EXERCISE DESCRIPTION
The copy you give must match the listing below exactly and contain no pictures.

MATERIAL SHOWN

=-=-=-=-=

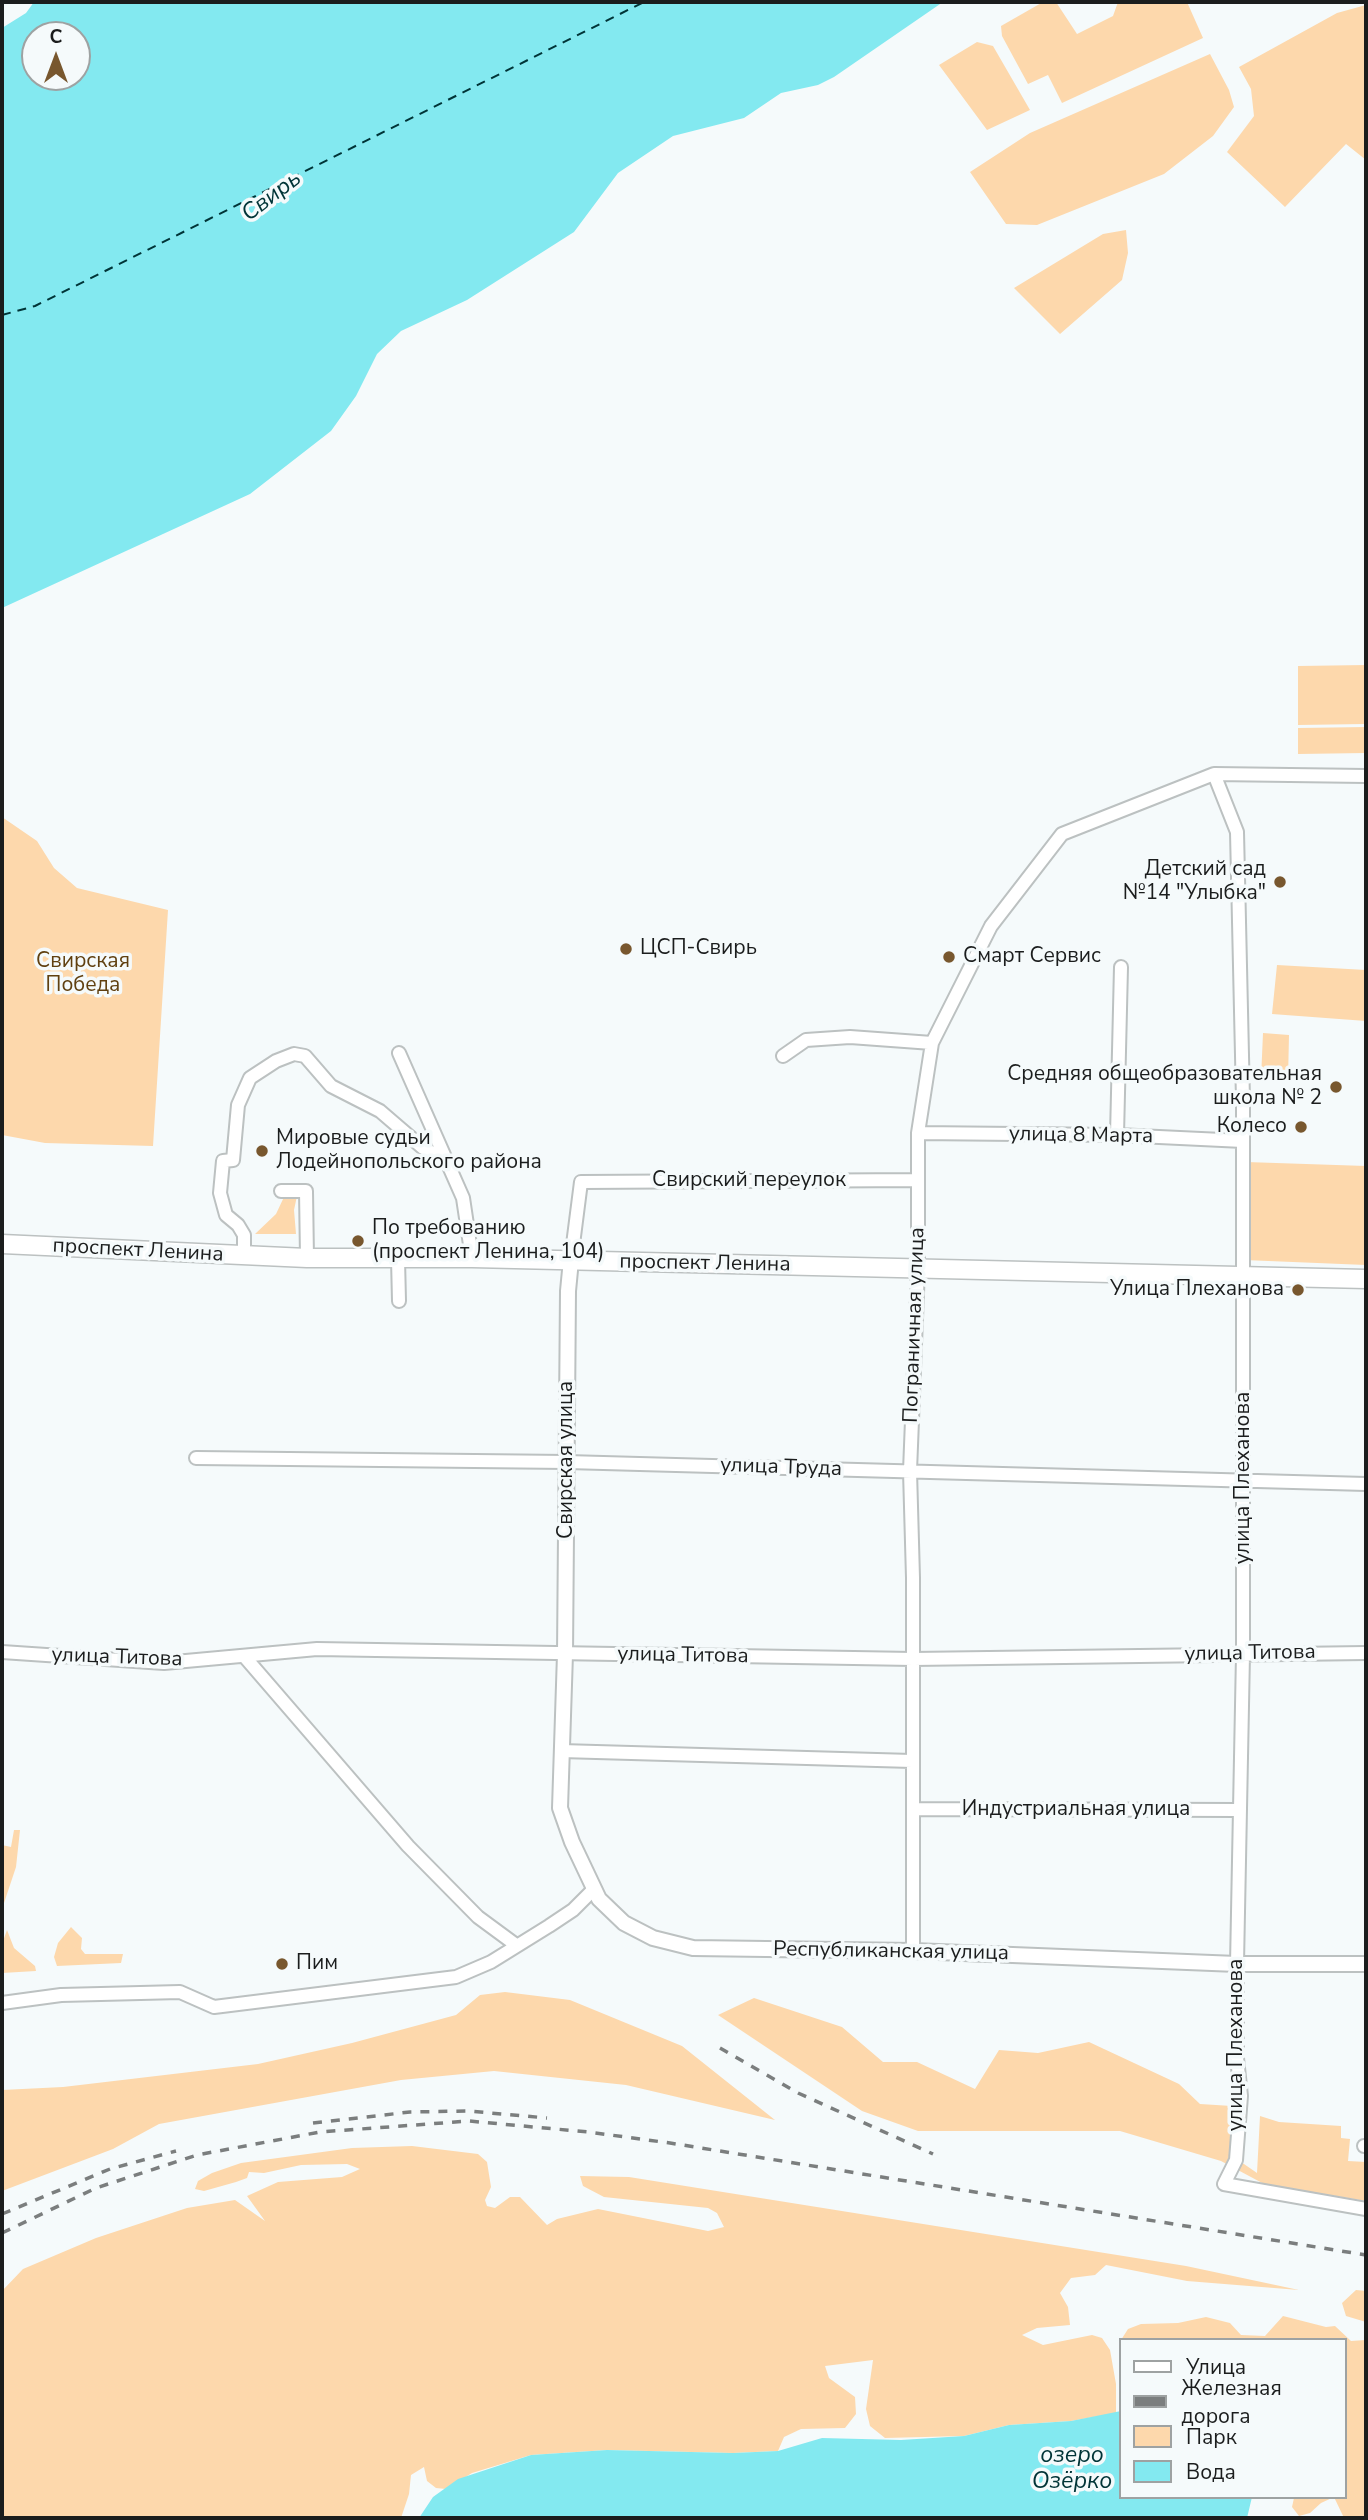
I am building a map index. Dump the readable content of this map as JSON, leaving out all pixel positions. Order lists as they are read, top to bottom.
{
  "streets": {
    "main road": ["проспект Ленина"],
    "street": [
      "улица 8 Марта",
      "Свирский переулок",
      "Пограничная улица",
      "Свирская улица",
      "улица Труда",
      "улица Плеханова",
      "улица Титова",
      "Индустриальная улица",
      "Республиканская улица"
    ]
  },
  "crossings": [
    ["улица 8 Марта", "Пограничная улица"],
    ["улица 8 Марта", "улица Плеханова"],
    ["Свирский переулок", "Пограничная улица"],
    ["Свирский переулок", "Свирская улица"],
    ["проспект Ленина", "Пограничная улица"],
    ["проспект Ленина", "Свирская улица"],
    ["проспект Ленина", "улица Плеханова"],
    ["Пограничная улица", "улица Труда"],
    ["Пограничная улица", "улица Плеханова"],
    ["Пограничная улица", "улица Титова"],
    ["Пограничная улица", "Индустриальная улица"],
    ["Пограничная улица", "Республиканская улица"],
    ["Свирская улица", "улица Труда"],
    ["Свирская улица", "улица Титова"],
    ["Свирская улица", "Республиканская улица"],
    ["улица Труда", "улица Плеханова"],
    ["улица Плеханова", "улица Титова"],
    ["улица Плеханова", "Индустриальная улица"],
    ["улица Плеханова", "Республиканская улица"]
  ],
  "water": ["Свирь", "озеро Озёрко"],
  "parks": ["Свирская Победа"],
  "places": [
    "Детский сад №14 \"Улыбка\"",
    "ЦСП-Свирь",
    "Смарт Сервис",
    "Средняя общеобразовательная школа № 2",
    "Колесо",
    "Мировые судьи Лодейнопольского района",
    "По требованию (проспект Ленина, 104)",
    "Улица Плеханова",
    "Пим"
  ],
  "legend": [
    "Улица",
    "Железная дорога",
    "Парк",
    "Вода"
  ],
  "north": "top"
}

=-=-=-=-=

RESPONSE AREA
I am building a map index. Dump the readable content of this map as JSON, leaving out all pixel positions. Order lists as they are read, top to bottom.
{
  "streets": {
    "main road": ["проспект Ленина"],
    "street": [
      "улица 8 Марта",
      "Свирский переулок",
      "Пограничная улица",
      "Свирская улица",
      "улица Труда",
      "улица Плеханова",
      "улица Титова",
      "Индустриальная улица",
      "Республиканская улица"
    ]
  },
  "crossings": [
    ["улица 8 Марта", "Пограничная улица"],
    ["улица 8 Марта", "улица Плеханова"],
    ["Свирский переулок", "Пограничная улица"],
    ["Свирский переулок", "Свирская улица"],
    ["проспект Ленина", "Пограничная улица"],
    ["проспект Ленина", "Свирская улица"],
    ["проспект Ленина", "улица Плеханова"],
    ["Пограничная улица", "улица Труда"],
    ["Пограничная улица", "улица Плеханова"],
    ["Пограничная улица", "улица Титова"],
    ["Пограничная улица", "Индустриальная улица"],
    ["Пограничная улица", "Республиканская улица"],
    ["Свирская улица", "улица Труда"],
    ["Свирская улица", "улица Титова"],
    ["Свирская улица", "Республиканская улица"],
    ["улица Труда", "улица Плеханова"],
    ["улица Плеханова", "улица Титова"],
    ["улица Плеханова", "Индустриальная улица"],
    ["улица Плеханова", "Республиканская улица"]
  ],
  "water": ["Свирь", "озеро Озёрко"],
  "parks": ["Свирская Победа"],
  "places": [
    "Детский сад №14 \"Улыбка\"",
    "ЦСП-Свирь",
    "Смарт Сервис",
    "Средняя общеобразовательная школа № 2",
    "Колесо",
    "Мировые судьи Лодейнопольского района",
    "По требованию (проспект Ленина, 104)",
    "Улица Плеханова",
    "Пим"
  ],
  "legend": [
    "Улица",
    "Железная дорога",
    "Парк",
    "Вода"
  ],
  "north": "top"
}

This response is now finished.